> _PROBLEM STATEMENT_
The answer must be an exact reproduction of all the entries.

> _DATA SUPPLIED_
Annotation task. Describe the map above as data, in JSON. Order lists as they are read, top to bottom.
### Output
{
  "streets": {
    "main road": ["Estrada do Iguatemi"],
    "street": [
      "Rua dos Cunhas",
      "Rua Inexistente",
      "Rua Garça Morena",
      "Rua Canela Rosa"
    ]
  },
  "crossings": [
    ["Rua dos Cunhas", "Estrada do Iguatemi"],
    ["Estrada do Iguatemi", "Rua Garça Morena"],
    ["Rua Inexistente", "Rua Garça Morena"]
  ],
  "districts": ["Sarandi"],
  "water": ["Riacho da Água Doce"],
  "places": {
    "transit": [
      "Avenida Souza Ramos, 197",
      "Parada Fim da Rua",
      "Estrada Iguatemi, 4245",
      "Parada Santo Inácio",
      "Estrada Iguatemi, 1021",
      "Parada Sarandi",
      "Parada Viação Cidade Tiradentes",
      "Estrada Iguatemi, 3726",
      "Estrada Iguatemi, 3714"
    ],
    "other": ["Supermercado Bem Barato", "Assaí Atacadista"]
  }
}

> _RESPONSE AREA_
Annotation task. Describe the map above as data, in JSON. Order lists as they are read, top to bottom.
### Output
{
  "streets": {
    "main road": ["Estrada do Iguatemi"],
    "street": [
      "Rua dos Cunhas",
      "Rua Inexistente",
      "Rua Garça Morena",
      "Rua Canela Rosa"
    ]
  },
  "crossings": [
    ["Rua dos Cunhas", "Estrada do Iguatemi"],
    ["Estrada do Iguatemi", "Rua Garça Morena"],
    ["Rua Inexistente", "Rua Garça Morena"]
  ],
  "districts": ["Sarandi"],
  "water": ["Riacho da Água Doce"],
  "places": {
    "transit": [
      "Avenida Souza Ramos, 197",
      "Parada Fim da Rua",
      "Estrada Iguatemi, 4245",
      "Parada Santo Inácio",
      "Estrada Iguatemi, 1021",
      "Parada Sarandi",
      "Parada Viação Cidade Tiradentes",
      "Estrada Iguatemi, 3726",
      "Estrada Iguatemi, 3714"
    ],
    "other": ["Supermercado Bem Barato", "Assaí Atacadista"]
  }
}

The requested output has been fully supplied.